Não curti muito essa interpretação, fica meio estranho no contexto que eu ouvi, mas na minha cabeça também só vem coisas desse tipo


----------



## Vós

- The man known as Giorgio!
-- *Goes as wild as he ever will!

-O homem conhecido como Giorgio!
--Continua a ir tão selvagem como ele sempre será!

E*u pensei em selvagem, porque ele é como os cachorros vadios, que marcam os países subdesenvolvidos, um andarilho, que come ao acaso, que toma banho ao acaso, sempre na estrada, um lobo solitário, ele não tem um estômago de um burguês, apesar do conhecimento adquirido em suas andanças ele não sabe se amanhã ele terá um "ReXoNa" para deixar as suas axilas perfumadas, logo aceitas pela sociedade.

Ah sei lá pensei nisto.


----------



## Insanitos

hehe, pois é, a maneira como pensei é bem parecida com a sua, só que mais simples:
O homem conhecido como Giorgio, indo selvagem como sempre.

Brigadão Vanda e Vós, graças as suas dicas, aprendi outras maneira de colocar isso.


----------



## englishmania

Mas vocês usam a expressão "ir selvagem"?


----------



## Vanda

Não! Não que eu saiba.


----------



## englishmania

Pois, estava a ver...


----------



## Archimec

Disparatando como nunca!... ?


----------



## Insanitos

englishmania said:


> Mas vocês usam a expressão "ir selvagem"?





Vanda said:


> Não! Não que eu saiba.



Verdade pessoas que já me ajudaram tanto! 

Mas as vezes, quando se está traduzindo algo, é melhor manter o termo original. 

Por exemplo, eu sou do Rio de janeiro e todo mundo sabe como carioca é né rs. Então, se eu fosse utilizar um termo daqui, ficaria: "O homem conhecido como Thiago, indo *boladão* como sempre." hehe

É isso, a interpretação pessoal realmente não seria "indo selvagem", mas se tratanto de tradução, prefiro manter.


----------



## englishmania

Pode-se fazer uma tradução literal, mas, neste caso, a expressão "ir selvagem" não existe em português, por isso não faz sentido. A construção parece-me tipicamente inglesa.

Será que soa menos estranho em Pt do Brasil? Já que usam a expressão "ir boladão"...  É que nunca ouvi uma expressão parecida com o verbo ir. Apenas conheço expressões como "ir à loucura", "ir aos arames", etc.


----------



## machadinho

Não mantenha, não faz sentido. Veja:
The cow goes moo→A vaca vai moo?


----------



## Vós

englishmania said:


> Mas vocês usam a expressão "ir selvagem"?



Eu dei um palpite, acho que soa legal, mesmo que seja atípica, mas seria da expressão:

O menino estava andando feliz pelo parquinho.

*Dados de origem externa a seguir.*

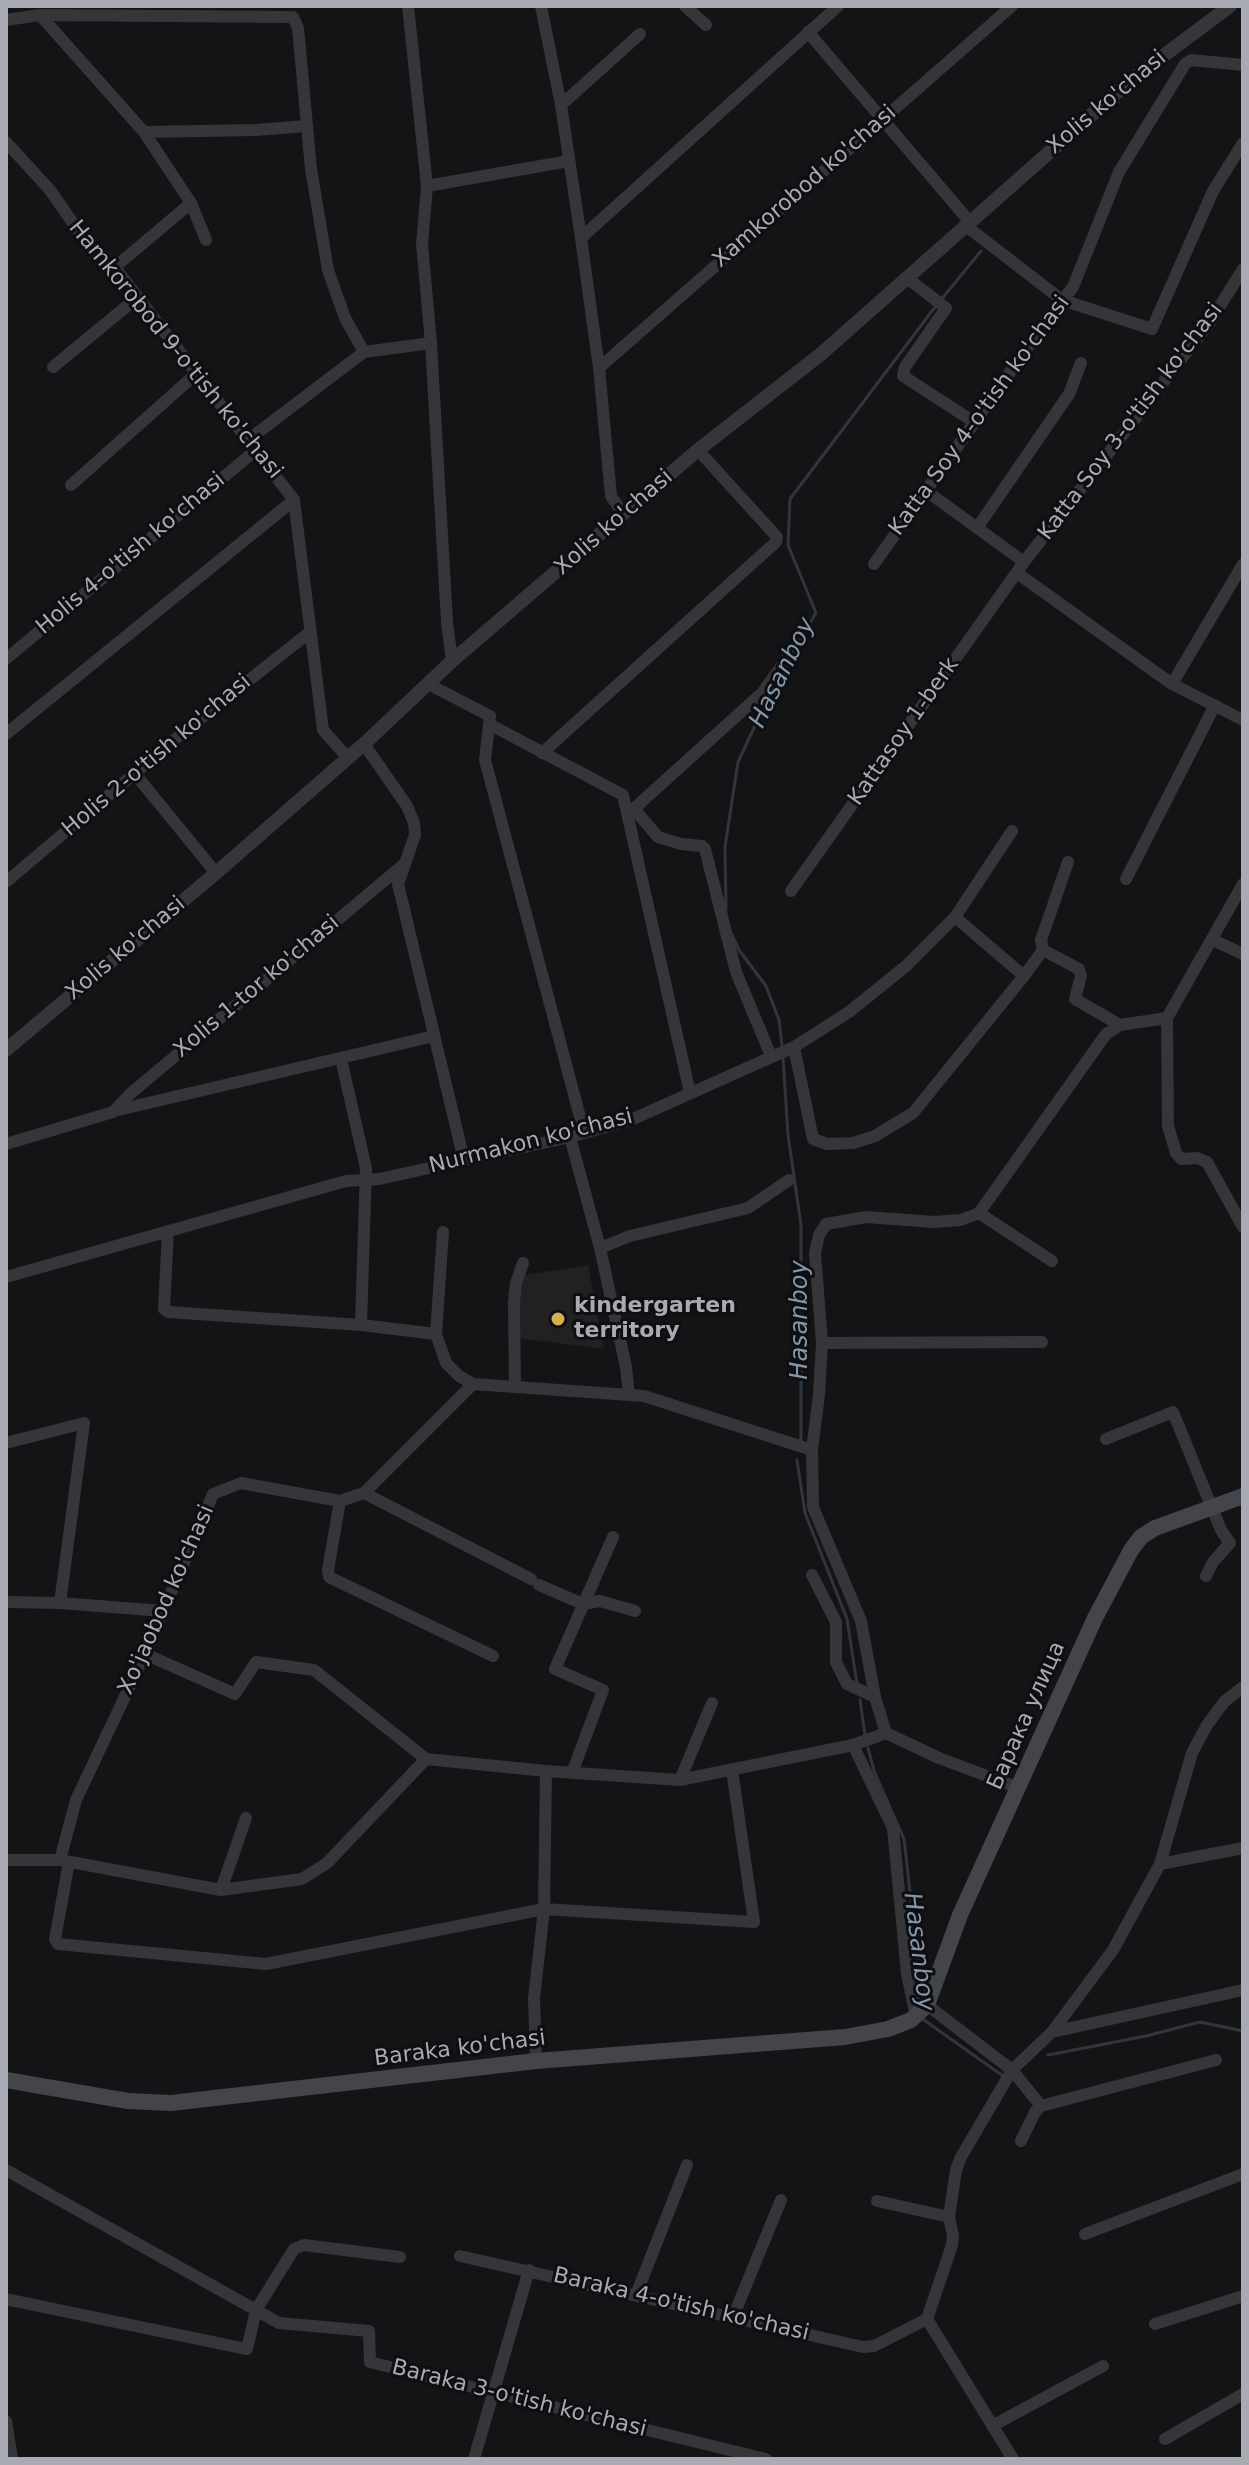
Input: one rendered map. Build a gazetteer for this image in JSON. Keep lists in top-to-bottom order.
{
  "streets": {
    "main road": ["Барака улица", "Baraka ko'chasi"],
    "street": [
      "Xolis ko'chasi",
      "Xamkorobod ko'chasi",
      "Hamkorobod 9-o'tish ko'chasi",
      "Katta Soy 4-o'tish ko'chasi",
      "Katta Soy 3-o'tish ko'chasi",
      "Holis 4-o'tish ko'chasi",
      "Kattasoy 1-berk",
      "Holis 2-o'tish ko'chasi",
      "Xolis 1-tor ko'chasi",
      "Nurmakon ko'chasi",
      "Xo'jaobod ko'chasi",
      "Baraka 4-o'tish ko'chasi",
      "Baraka 3-o'tish ko'chasi"
    ]
  },
  "crossings": [
    ["Xolis ko'chasi", "Hamkorobod 9-o'tish ko'chasi"],
    ["Hamkorobod 9-o'tish ko'chasi", "Holis 4-o'tish ko'chasi"],
    ["Hamkorobod 9-o'tish ko'chasi", "Holis 2-o'tish ko'chasi"],
    ["Katta Soy 3-o'tish ko'chasi", "Kattasoy 1-berk"],
    ["Барака улица", "Baraka ko'chasi"],
    ["Baraka 4-o'tish ko'chasi", "Baraka 3-o'tish ko'chasi"]
  ],
  "water": ["Hasanboy"],
  "places": ["kindergarten territory"]
}
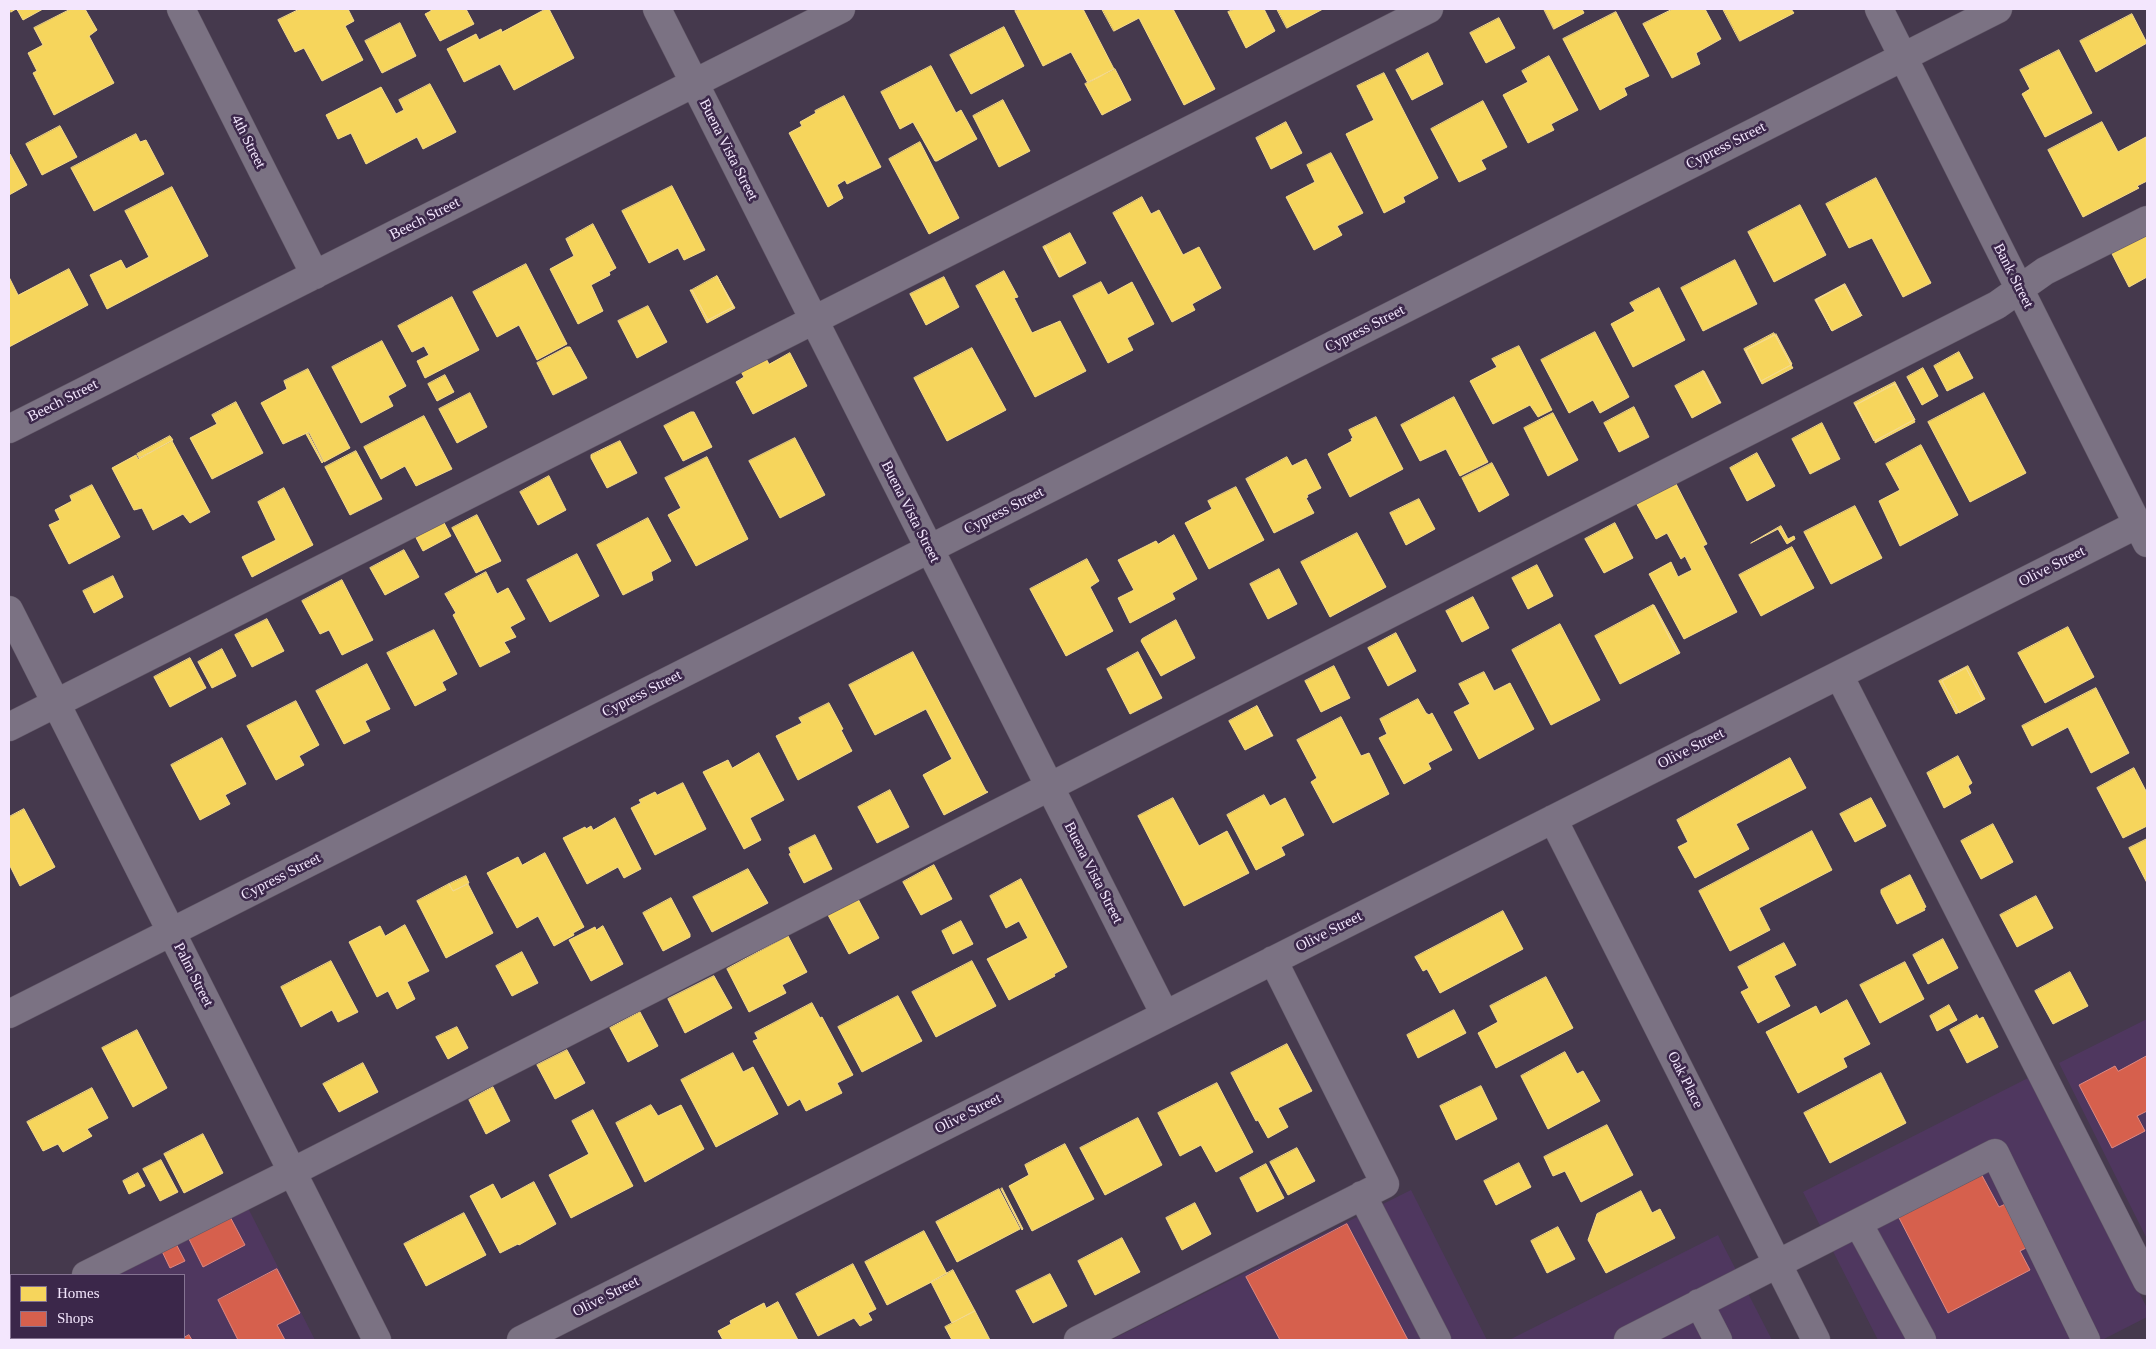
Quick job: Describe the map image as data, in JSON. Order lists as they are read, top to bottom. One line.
{"streets":{"street":["4th Street","Cypress Street","Buena Vista Street","Beech Street","Bank Street","Olive Street","Palm Street","Oak Place"]},"crossings":[["4th Street","Beech Street"],["Cypress Street","Buena Vista Street"],["Cypress Street","Bank Street"],["Cypress Street","Palm Street"],["Buena Vista Street","Beech Street"],["Buena Vista Street","Olive Street"],["Bank Street","Olive Street"],["Olive Street","Oak Place"]],"legend":["Homes","Shops"]}
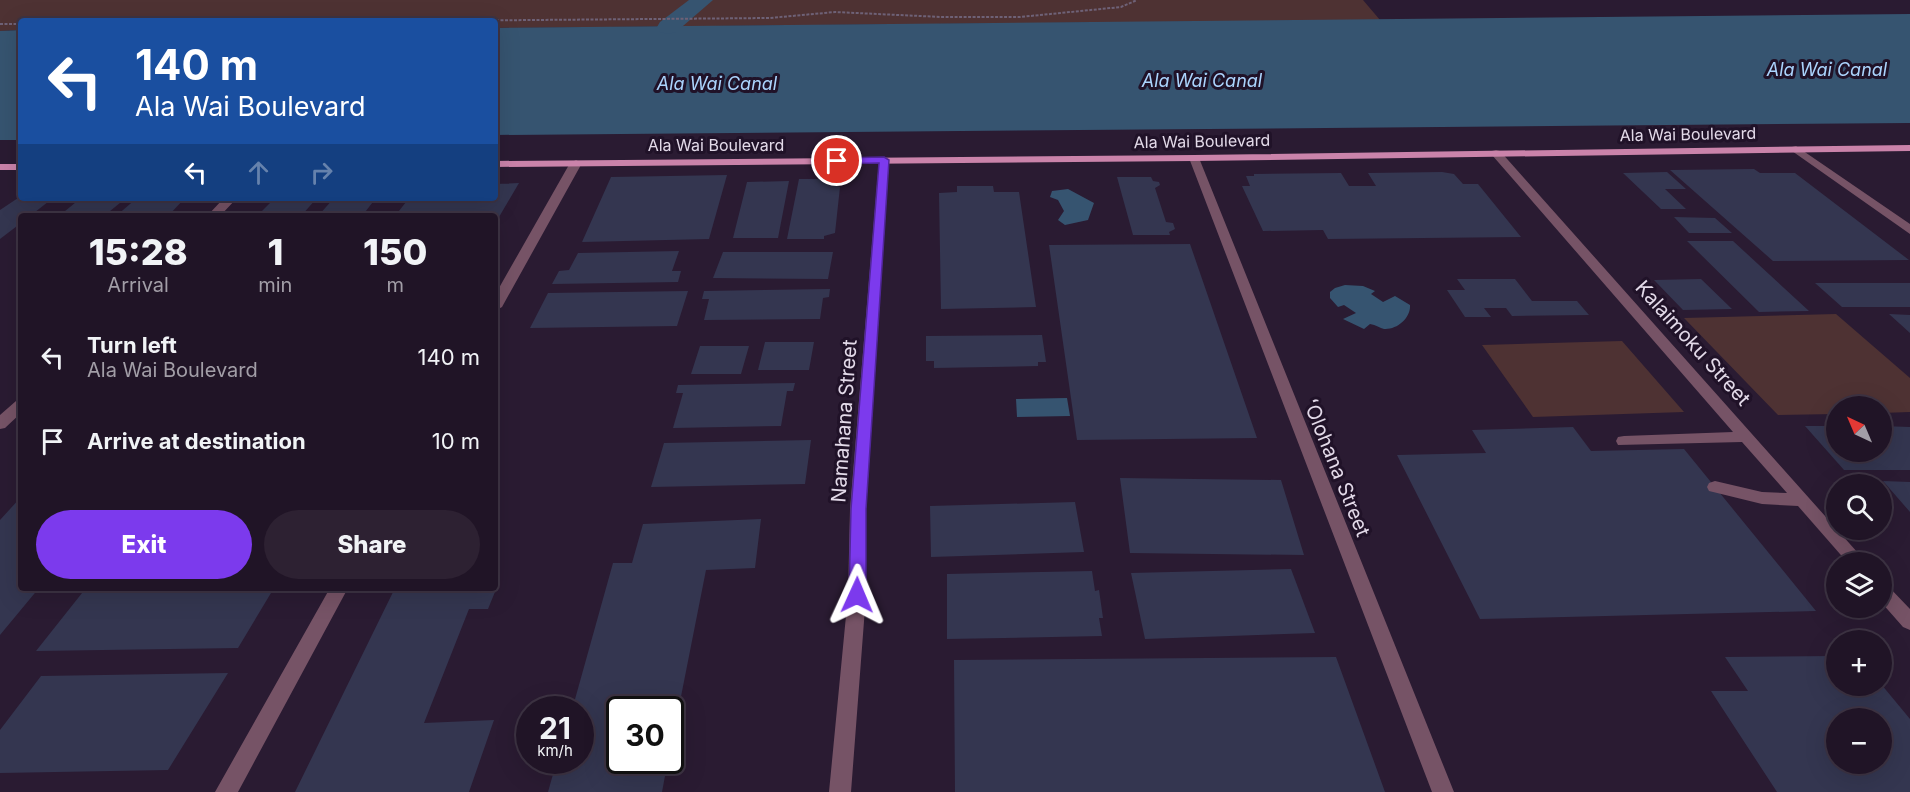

O menino estava andando selvagem pela praia.



machadinho said:


> Não mantenha, não faz sentido. Veja:
> The cow goes moo→A vaca vai moo?



A vaca estava fazendo um moo!?


Mugindo?


----------



## Insanitos

englishmania said:


> Pode-se fazer uma tradução literal, mas, neste caso, a expressão "ir selvagem" não existe em português, por isso não faz sentido.


Verdade, mas "ir boladão" também não existe no português e mesmo assim utilizamos na minha cidade natal. Sim sim, é estranho e não utilizamos toda hora, mas uma vez ou outra alguém fala esse termo por aqui.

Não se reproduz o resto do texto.